LPCR.OR.ID – BLORA | Seluruh santri kelas XII SMA di Pondok Pesantren Muhammadiyah At-Tajdid Blora mengikuti kegiatan Fathul Kutub Santri Akhir SMA Tahun Ajaran 2025/2026 pada 19–20 Januari 2026. Kegiatan yang berlangsung di Kampus 1 Putri Tambakromo Cepu ini menjadi bagian dari ujian keilmuan wajib untuk mengukur kemampuan santri dalam membaca, memahami, dan menjelaskan kitab turats secara mandiri dan bertanggung jawab.
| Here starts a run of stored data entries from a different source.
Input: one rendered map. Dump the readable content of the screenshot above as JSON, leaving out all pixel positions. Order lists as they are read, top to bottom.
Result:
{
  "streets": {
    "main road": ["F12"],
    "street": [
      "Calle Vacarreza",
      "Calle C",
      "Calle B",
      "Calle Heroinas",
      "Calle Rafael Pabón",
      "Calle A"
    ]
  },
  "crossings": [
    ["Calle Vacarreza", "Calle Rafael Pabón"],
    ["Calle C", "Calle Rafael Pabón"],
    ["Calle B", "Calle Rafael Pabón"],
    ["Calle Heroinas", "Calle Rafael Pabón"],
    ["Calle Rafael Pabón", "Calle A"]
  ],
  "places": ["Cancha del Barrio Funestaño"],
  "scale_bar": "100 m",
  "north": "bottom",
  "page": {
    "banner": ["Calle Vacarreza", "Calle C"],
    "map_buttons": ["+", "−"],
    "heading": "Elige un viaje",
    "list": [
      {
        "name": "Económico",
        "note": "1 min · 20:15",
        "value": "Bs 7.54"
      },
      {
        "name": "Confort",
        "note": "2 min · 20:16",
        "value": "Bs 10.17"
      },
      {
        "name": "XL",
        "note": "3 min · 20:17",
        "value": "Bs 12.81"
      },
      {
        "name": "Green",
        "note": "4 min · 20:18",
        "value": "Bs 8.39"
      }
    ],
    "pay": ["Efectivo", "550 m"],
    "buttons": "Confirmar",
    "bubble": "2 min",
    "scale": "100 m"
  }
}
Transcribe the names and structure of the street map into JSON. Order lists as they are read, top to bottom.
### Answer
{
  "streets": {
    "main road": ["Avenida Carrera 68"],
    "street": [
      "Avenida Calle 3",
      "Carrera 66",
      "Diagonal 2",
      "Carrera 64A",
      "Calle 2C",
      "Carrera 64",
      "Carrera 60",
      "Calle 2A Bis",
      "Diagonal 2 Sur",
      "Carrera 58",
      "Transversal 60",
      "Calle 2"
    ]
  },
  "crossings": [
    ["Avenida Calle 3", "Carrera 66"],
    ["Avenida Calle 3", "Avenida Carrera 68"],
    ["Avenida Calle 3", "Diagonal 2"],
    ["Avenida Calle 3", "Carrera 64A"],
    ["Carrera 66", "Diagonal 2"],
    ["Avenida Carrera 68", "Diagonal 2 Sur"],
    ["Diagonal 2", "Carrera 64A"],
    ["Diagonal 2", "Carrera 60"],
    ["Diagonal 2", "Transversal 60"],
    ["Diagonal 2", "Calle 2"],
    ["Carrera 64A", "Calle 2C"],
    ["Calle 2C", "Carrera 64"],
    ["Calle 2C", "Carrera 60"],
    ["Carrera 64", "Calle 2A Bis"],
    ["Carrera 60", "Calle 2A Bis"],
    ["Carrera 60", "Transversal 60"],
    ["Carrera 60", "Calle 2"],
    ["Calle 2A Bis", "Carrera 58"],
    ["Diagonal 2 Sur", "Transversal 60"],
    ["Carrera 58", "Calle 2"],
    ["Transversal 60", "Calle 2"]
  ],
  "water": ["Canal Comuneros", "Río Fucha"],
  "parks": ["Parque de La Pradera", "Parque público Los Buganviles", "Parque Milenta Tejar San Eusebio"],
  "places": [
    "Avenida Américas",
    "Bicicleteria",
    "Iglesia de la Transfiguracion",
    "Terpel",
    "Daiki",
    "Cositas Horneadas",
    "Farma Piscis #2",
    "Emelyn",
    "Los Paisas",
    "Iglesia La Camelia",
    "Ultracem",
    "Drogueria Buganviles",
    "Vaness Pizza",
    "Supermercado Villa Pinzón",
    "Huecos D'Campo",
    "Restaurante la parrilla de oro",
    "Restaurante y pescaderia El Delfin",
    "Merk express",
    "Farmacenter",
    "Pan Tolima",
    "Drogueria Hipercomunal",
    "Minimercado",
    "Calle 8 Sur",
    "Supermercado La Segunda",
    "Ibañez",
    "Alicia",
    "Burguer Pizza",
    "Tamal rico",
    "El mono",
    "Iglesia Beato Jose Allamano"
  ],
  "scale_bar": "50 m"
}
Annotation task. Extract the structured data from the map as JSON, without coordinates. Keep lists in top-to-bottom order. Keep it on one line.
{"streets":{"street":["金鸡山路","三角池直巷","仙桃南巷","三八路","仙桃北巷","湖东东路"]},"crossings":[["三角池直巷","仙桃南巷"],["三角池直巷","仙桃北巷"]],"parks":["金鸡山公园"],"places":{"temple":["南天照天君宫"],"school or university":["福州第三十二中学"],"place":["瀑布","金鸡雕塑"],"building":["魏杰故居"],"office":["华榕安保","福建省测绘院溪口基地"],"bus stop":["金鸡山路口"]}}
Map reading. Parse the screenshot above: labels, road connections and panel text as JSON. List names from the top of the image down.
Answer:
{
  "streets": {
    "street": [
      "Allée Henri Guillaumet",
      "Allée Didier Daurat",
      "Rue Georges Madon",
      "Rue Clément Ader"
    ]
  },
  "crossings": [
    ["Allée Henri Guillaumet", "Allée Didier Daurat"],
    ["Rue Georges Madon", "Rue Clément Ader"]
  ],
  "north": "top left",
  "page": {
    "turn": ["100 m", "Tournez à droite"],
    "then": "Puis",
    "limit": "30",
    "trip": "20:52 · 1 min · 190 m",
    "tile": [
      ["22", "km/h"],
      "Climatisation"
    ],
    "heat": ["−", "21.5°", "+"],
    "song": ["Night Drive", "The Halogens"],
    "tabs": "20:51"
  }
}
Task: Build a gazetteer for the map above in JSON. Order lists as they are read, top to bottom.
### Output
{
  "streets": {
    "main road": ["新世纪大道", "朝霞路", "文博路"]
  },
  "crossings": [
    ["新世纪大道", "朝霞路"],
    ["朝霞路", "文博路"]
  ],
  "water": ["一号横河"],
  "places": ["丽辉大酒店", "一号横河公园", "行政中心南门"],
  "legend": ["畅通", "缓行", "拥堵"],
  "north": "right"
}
Pelaksanaan Fathul Kutub dimulai pukul 07.30 hingga 13.30 WIB, diselenggarakan oleh pesantren dengan dukungan dari panitia ustadz dan ustadzah. Kegiatan dibuka oleh Kepala SMA M. Guntur dan Kepala Pengasuh Santri Kampus 1, Basit, serta berada di bawah arahan Direktur Pesantren, A. Furqony.
Fathul Kutub bertujuan untuk mengevaluasi kompetensi bahasa Arab santri sekaligus menilai kemandirian intelektual dalam merujuk dan menjelaskan khazanah keilmuan Islam klasik. Model pelaksanaan dilakukan secara kelompok, dilengkapi presentasi dan tanya jawab dalam format ujian terbuka, sehingga mendorong diskursus ilmiah yang tertib dan argumentatif.
Beberapa kitab rujukan yang digunakan dalam kegiatan ini antara lain I’anatut Thalibin, Shahih Muslim, Tafsir Jalalain, Fathul Majid, dan lain-lain. Santri diminta menyampaikan redaksi teks, makna kebahasaan, serta penjelasan tematik sesuai topik yang diuji, dengan memperhatikan ketepatan rujukan dan adab ilmiah.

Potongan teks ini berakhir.